Multi-Si wafers have seen an upturn in demand recently, as mono-Si module prices markedly rose, and India is expected to see strong demand in the second half of the year. In response to the polysilicon price hikes previously, manufacturers’ price quotes ranged further to RMB 1.65-1.8/W. This week, orders were mostly signed at around RMB 1.7/piece.
This week, mono-Si cell prices stayed where they were last week. On March 25, leading cell makers trimmed down their official pricings, which have been gradually approaching market trends, indicating no space for cell price increases.
Utilization rates for April remain low in the module sector, some manufacturers are reducing their purchases of cells and self-sustaining with their own capacities. Cell makers are expected to halt production for 3-7 days during the Chinese Qingming Festival, some of them have plans for production line modifications.
Overall, the downward trend in cell utilization rates is not as evident as in that of modules, with some cell makers still having stocked inventory. So, cell prices are not likely to rise. As prices remained high in the upstream, cell prices are forecast to level out in the short term and will be contingent on the extent of wafer price hikes afterwards.

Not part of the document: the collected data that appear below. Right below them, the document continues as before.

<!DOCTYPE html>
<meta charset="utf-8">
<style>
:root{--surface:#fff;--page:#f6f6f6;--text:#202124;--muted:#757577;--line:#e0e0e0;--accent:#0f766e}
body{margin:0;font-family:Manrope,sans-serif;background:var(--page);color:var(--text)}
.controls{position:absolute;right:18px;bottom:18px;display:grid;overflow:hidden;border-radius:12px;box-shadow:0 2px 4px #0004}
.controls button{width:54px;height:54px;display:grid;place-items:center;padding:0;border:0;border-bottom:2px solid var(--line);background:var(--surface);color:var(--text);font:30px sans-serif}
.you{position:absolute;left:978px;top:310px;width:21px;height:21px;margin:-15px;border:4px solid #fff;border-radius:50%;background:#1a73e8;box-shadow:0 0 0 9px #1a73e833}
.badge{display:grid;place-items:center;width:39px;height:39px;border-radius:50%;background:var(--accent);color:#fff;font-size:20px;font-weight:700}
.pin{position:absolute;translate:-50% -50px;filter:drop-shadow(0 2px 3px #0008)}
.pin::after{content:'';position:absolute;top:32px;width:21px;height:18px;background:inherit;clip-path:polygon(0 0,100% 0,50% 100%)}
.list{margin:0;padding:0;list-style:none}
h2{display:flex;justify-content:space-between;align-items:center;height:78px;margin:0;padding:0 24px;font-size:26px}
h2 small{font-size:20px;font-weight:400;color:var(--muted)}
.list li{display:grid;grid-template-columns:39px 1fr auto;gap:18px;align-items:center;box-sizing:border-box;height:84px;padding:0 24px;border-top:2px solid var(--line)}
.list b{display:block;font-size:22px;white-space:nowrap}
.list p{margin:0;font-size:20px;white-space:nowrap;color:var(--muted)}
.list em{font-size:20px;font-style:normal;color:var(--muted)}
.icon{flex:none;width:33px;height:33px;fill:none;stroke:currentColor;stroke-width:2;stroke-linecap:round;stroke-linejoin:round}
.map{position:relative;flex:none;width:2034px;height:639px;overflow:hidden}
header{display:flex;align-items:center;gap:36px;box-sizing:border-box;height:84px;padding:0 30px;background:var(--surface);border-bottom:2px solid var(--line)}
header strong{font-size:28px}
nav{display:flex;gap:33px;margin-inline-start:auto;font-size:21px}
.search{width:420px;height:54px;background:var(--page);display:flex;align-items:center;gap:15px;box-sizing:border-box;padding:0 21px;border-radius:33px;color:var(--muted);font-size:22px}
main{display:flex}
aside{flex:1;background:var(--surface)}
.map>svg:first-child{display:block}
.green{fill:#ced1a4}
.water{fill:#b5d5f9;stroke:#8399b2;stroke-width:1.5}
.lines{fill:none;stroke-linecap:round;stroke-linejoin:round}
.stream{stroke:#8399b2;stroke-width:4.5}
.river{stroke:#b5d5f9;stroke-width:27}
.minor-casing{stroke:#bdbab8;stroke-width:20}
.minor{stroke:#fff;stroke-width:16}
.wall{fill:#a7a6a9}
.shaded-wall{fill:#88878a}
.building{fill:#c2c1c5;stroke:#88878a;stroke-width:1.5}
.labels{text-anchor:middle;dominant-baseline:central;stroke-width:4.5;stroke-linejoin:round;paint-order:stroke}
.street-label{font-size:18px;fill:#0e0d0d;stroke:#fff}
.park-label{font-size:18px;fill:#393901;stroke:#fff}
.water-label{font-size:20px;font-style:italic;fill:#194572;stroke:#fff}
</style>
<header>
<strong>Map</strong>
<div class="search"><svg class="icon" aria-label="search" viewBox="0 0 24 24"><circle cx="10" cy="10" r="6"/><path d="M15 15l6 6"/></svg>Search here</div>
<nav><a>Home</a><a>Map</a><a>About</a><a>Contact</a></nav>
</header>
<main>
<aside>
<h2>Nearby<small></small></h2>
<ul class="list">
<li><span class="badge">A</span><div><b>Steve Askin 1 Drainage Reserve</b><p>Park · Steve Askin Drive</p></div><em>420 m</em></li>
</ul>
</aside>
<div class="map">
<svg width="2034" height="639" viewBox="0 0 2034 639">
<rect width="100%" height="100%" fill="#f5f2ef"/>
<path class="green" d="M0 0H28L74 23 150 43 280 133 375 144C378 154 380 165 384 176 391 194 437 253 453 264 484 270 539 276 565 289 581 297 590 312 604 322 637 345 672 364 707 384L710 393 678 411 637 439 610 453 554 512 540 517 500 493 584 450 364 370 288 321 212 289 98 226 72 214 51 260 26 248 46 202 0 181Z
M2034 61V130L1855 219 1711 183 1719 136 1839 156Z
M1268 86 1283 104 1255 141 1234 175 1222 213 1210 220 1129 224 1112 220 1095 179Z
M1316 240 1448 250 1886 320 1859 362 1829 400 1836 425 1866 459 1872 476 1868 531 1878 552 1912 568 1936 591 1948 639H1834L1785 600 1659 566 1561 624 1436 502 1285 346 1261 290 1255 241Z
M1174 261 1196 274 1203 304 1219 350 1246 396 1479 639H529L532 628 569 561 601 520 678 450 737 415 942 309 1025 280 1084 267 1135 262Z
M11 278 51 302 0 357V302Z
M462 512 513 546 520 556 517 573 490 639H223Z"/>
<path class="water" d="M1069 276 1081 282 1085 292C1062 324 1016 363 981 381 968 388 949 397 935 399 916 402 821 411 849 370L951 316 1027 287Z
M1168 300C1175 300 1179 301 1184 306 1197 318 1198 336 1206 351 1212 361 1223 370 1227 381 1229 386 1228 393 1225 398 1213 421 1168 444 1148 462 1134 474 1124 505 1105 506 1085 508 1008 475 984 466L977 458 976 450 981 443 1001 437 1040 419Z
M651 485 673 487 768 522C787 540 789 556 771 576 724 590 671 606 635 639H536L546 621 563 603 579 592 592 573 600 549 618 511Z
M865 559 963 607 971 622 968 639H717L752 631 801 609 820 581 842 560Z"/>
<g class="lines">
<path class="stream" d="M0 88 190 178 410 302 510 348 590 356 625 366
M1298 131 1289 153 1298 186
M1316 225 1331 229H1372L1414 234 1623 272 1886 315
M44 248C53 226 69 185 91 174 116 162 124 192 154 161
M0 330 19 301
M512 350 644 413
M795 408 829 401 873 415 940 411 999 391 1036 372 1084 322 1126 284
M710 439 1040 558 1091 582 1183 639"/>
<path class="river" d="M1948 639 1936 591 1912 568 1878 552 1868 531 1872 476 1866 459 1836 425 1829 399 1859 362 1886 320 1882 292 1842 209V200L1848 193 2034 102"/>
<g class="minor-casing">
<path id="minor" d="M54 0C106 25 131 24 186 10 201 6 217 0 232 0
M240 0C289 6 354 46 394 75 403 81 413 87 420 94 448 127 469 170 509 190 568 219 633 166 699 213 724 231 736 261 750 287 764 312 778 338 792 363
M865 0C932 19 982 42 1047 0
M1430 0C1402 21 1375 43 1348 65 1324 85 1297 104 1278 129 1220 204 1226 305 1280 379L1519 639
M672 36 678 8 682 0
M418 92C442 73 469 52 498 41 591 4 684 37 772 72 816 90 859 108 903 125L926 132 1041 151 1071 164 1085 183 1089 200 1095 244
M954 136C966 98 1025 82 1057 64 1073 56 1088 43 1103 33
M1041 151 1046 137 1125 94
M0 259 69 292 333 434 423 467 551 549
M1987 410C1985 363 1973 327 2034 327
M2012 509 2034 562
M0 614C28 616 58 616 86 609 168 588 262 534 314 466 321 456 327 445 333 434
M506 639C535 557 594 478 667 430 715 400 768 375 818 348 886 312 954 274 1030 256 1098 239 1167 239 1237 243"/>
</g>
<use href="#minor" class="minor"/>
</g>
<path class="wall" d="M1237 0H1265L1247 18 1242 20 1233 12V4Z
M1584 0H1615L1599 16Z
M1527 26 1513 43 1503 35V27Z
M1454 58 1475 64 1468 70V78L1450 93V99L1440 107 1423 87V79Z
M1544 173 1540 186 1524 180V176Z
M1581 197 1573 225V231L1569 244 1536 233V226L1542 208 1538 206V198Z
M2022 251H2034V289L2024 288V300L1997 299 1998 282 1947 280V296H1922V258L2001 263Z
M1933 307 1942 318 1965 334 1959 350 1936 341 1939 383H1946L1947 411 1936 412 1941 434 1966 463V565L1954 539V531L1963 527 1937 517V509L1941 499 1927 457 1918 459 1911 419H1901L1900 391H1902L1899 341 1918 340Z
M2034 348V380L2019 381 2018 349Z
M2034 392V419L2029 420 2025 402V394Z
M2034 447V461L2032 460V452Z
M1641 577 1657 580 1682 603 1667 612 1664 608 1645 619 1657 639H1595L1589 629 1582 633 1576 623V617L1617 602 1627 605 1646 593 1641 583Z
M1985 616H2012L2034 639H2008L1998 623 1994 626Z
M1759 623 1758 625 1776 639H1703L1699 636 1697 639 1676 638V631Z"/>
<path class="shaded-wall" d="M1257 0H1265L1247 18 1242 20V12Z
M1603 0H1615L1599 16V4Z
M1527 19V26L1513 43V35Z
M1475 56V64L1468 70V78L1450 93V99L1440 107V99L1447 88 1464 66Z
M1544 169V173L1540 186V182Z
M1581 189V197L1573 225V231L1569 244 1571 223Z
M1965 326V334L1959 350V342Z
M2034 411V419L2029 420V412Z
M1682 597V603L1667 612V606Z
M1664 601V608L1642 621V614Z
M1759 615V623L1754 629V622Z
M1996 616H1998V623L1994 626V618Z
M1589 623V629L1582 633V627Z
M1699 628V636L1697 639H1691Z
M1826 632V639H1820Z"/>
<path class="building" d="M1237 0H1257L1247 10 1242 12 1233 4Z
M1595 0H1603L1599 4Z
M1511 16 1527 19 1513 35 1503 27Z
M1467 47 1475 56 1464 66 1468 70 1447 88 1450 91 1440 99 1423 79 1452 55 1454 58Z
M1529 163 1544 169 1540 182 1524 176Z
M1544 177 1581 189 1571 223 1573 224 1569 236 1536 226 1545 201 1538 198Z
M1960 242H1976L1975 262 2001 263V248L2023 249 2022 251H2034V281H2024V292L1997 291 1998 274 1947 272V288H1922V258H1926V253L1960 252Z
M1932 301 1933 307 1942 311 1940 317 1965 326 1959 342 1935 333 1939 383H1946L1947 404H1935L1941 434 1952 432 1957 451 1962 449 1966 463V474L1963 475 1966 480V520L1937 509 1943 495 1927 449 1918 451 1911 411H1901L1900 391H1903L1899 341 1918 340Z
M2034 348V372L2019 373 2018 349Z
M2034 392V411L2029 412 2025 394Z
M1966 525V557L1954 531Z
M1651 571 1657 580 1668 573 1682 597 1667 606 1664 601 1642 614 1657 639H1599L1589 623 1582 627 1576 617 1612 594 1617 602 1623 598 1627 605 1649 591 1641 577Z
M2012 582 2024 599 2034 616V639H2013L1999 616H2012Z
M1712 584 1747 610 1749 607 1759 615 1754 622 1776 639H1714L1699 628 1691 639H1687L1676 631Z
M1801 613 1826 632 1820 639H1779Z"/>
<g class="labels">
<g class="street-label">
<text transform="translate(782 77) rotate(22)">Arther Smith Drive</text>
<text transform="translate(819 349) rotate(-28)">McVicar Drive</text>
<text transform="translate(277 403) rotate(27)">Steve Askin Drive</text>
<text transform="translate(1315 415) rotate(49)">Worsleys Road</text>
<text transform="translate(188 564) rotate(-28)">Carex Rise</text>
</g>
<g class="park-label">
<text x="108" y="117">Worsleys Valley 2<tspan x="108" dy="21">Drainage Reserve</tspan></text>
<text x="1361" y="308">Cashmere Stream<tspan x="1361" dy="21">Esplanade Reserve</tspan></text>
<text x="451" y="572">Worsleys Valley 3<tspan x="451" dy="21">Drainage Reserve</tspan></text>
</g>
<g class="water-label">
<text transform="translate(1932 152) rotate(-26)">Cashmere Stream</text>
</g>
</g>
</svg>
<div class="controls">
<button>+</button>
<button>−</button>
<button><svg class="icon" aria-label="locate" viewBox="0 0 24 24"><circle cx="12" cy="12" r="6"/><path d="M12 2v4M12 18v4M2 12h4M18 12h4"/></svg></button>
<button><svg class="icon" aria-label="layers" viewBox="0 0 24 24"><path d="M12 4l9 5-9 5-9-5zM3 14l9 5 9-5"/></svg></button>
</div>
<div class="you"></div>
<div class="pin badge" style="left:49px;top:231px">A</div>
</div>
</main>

G1 cells see weaker demand in April. This week, order volumes are low, and prices started to slip, with trading prices slightly declining to RMB 0.89-0.96/W, averaging RMB 0.9-0.92/W.
This week, multi-Si cell prices rose steeply to RMB 2.9-3.2/piece, chiefly due to multi-Si wafer price hikes and shrinking cell demand. Additionally, India, the primary market for multi-Si products, will impose high custom duty on solar imports in the nest April, driving up inventory draws this year.
Modules have seen end user demand fall behind expectations, with demand sitting at 30-33GW for Q1 and that for Q2 does not seem promising either. Coupled with high polysilicon and wafer prices, module manufacturers are cutting production even further in April. In March, Tier-1 module makers were running at a utilization rate of 65%-70%, and then cut capacity utilization further to 60% or lower this month. Meanwhile, Tier-2 and Tier-3 manufacturers see even lower utilization rates.
Module manufacturers’ production cut in March and April have brought to module BOM and cell makers huge inventory pressures, which have sent the six-month-long high glass prices to decline markedly. Prices for glass with the thickness of 3.2 mm tumbled by 25% within a month, from RMB 38-40/m2 to RMB 28/m2. The price slump also took modules to see more than RMB 0.04/W of cost decreases, giving module manufacturers, which have been struggling to reach break-even point since the Lunar New Year, a brief break.